A. Compilation results
As a first step of the analysis, compilation was attempted on
each solution of the dataset. Here we report the results of
compilation success rate for each exam. Only successfully
compiled solutions were used in the further analysis with the
Clang Static Analyzer. The results showed that almost 25% of
the source files contained at least one compilation error.

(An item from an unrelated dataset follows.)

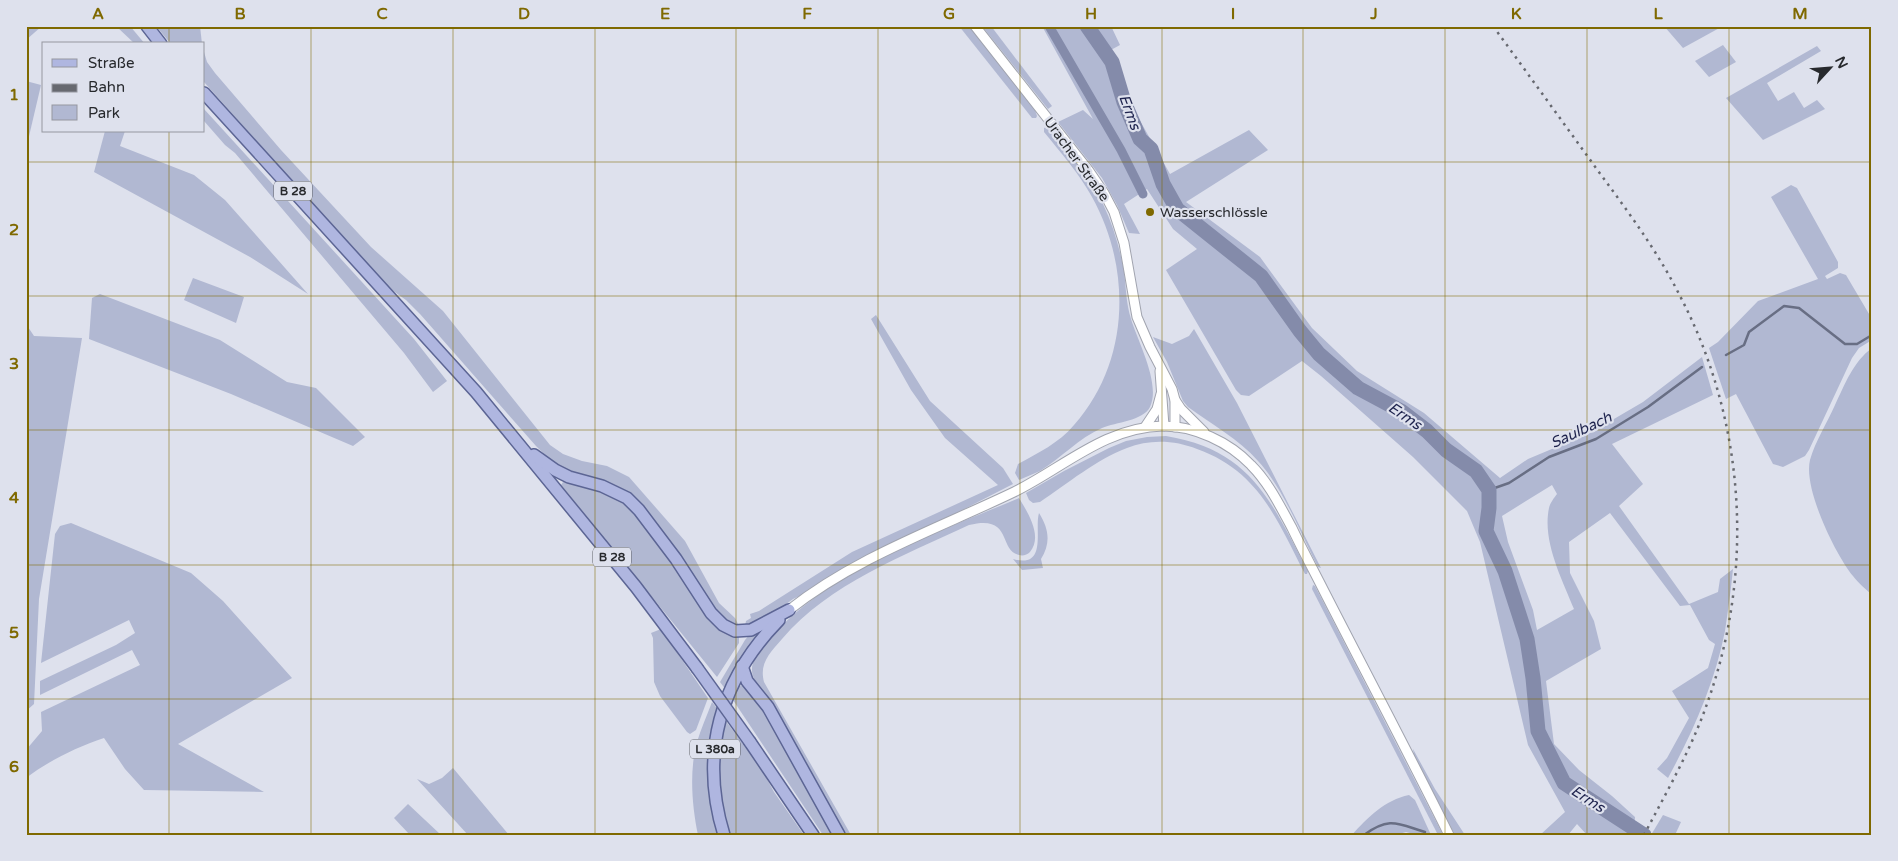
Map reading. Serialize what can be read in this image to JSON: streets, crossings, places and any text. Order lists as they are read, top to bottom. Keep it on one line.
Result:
{"streets":{"main road":["B 28","L 380a"],"street":["Uracher Straße"]},"crossings":[["Uracher Straße","L 380a"]],"water":["Erms","Saulbach"],"places":["Wasserschlössle"],"legend":["Straße","Bahn","Park"],"north":"top right","grid":{"columns":["A","B","C","D","E","F","G","H","I","J","K","L","M"],"rows":["1","2","3","4","5","6"]}}
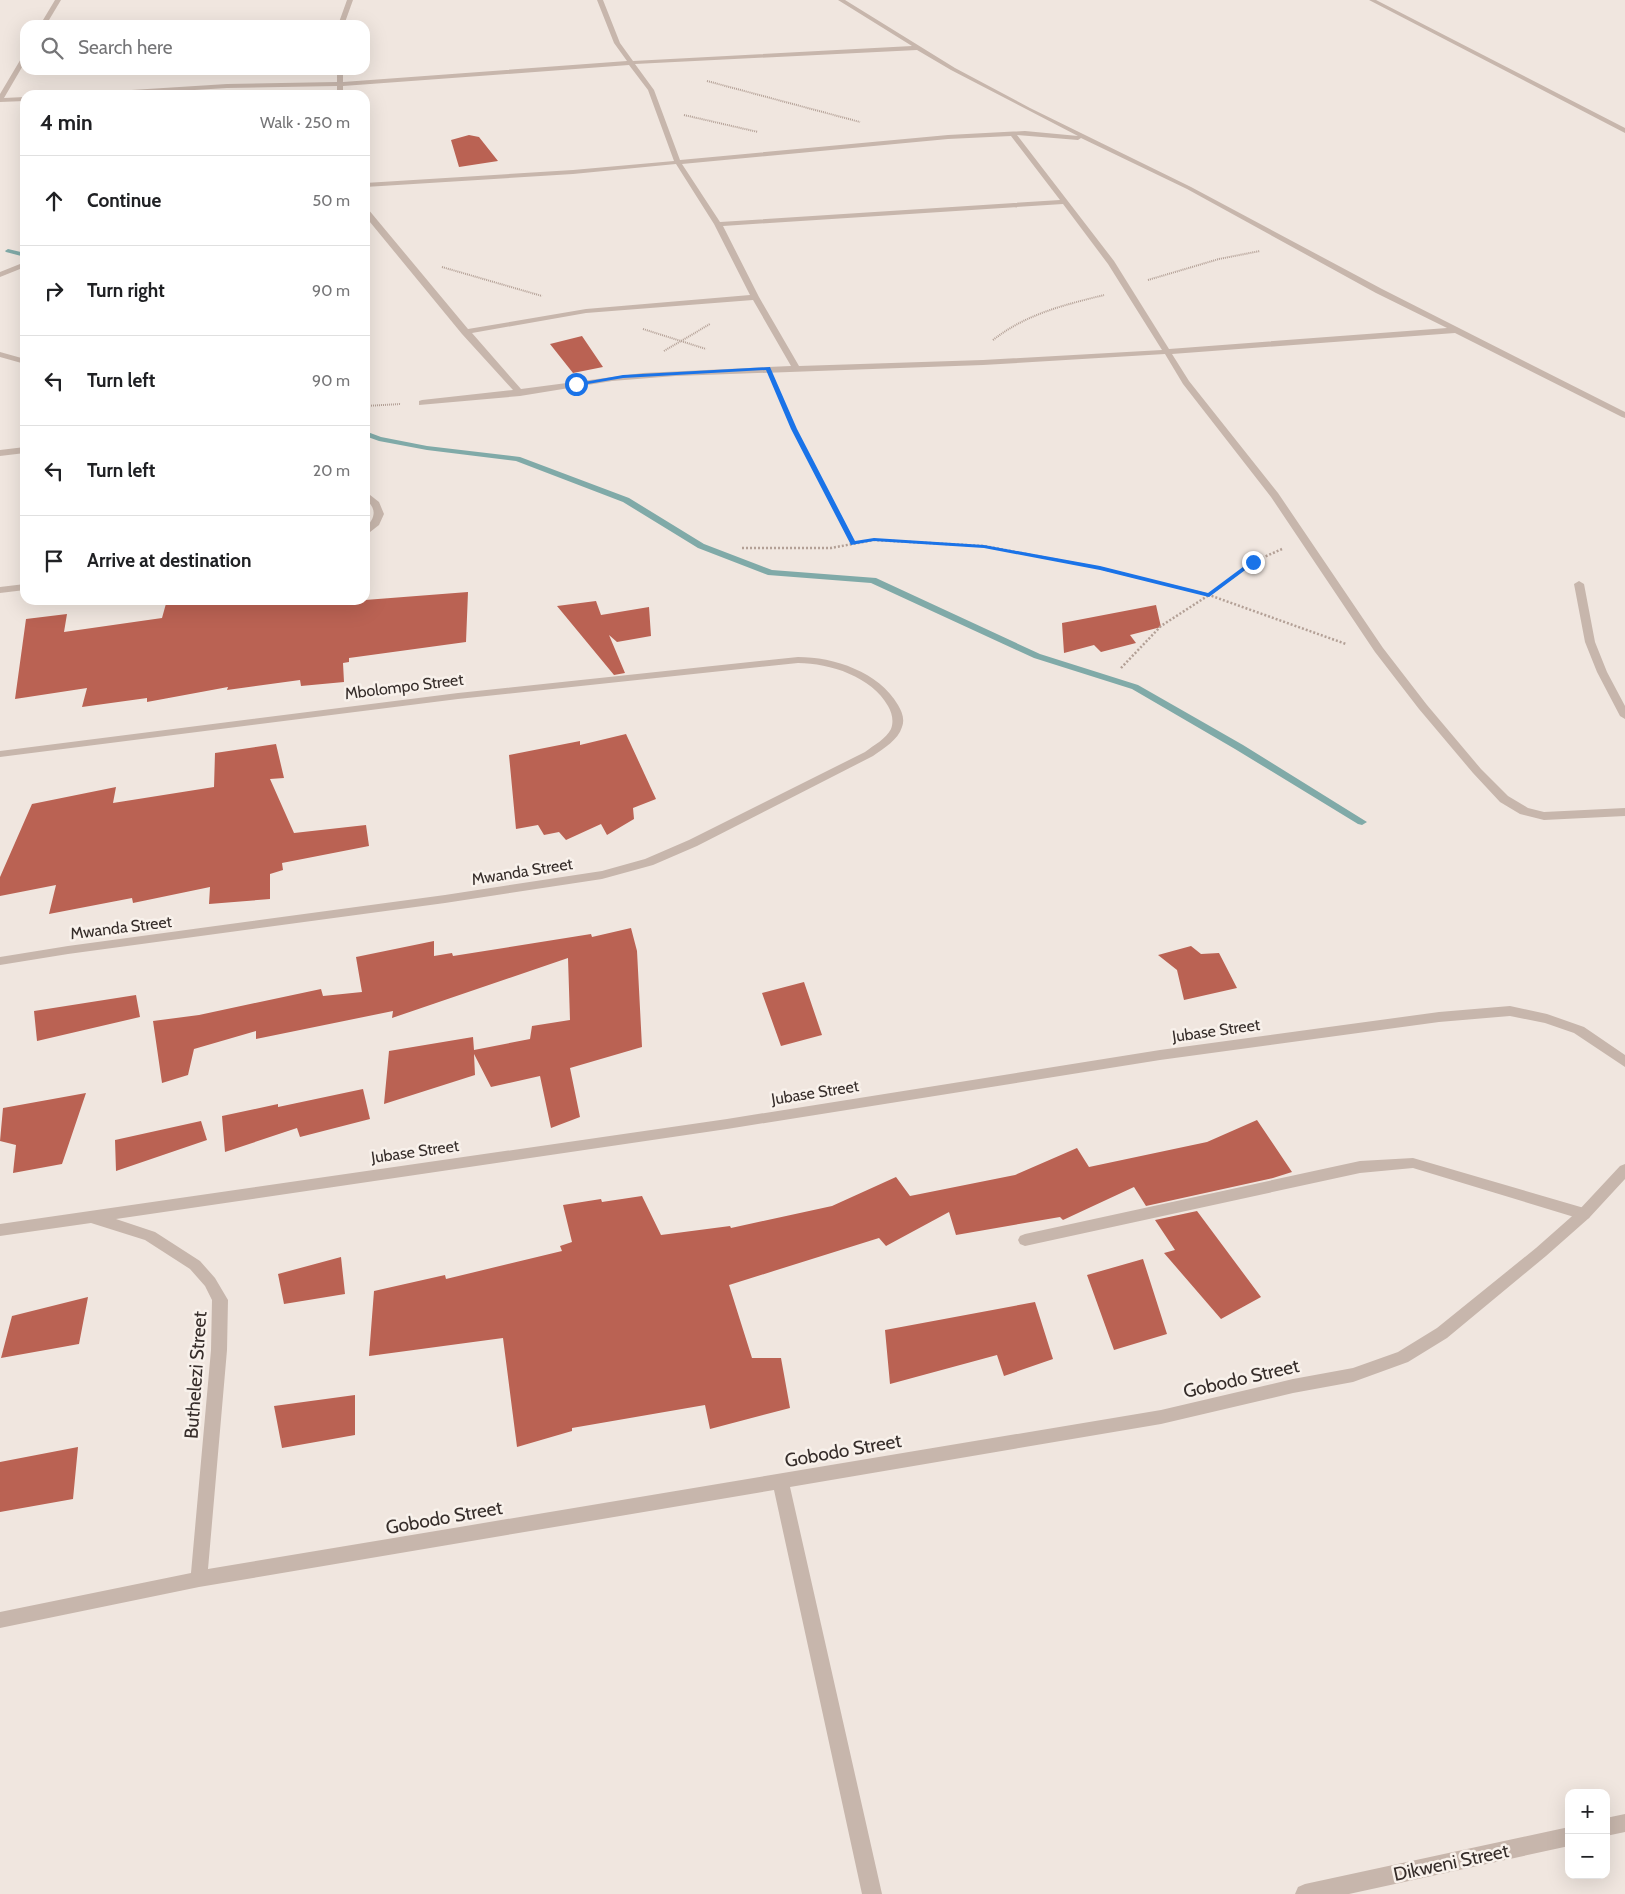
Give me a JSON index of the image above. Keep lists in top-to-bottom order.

Significant percentage of them were empty or contained some
free text (detailed results are shown in table 2). Errors in
compilation are indication of lack of knowledge of the syntax of
the C programming language. Also some students have
manifested difficulties in understanding and then acting upon the
compiler messages. There are also few cases when students are
not motivated or interested in writing solution of the problem, so
they write random content that does not compile.
exam 1
exam 2
On figure 3 the overall compilation success over the time of
one year is shown, starting from the first partial exam in
November and ending with the last exam in August. The highest
rate in compilation on the second partial exam, can be explained
by the fact that only students that scored over 40% on the first
partial exam are allowed to take the second. These are usually
students that have already proven their basic knowledge in
programming and the programming language syntax. The final
exam is only taken by the students that have scored less than the
passing minimum of the partial exams. Also, noticeable is the
consistency in the change of the compilation success rate on
same exams across the analyzed period of three years.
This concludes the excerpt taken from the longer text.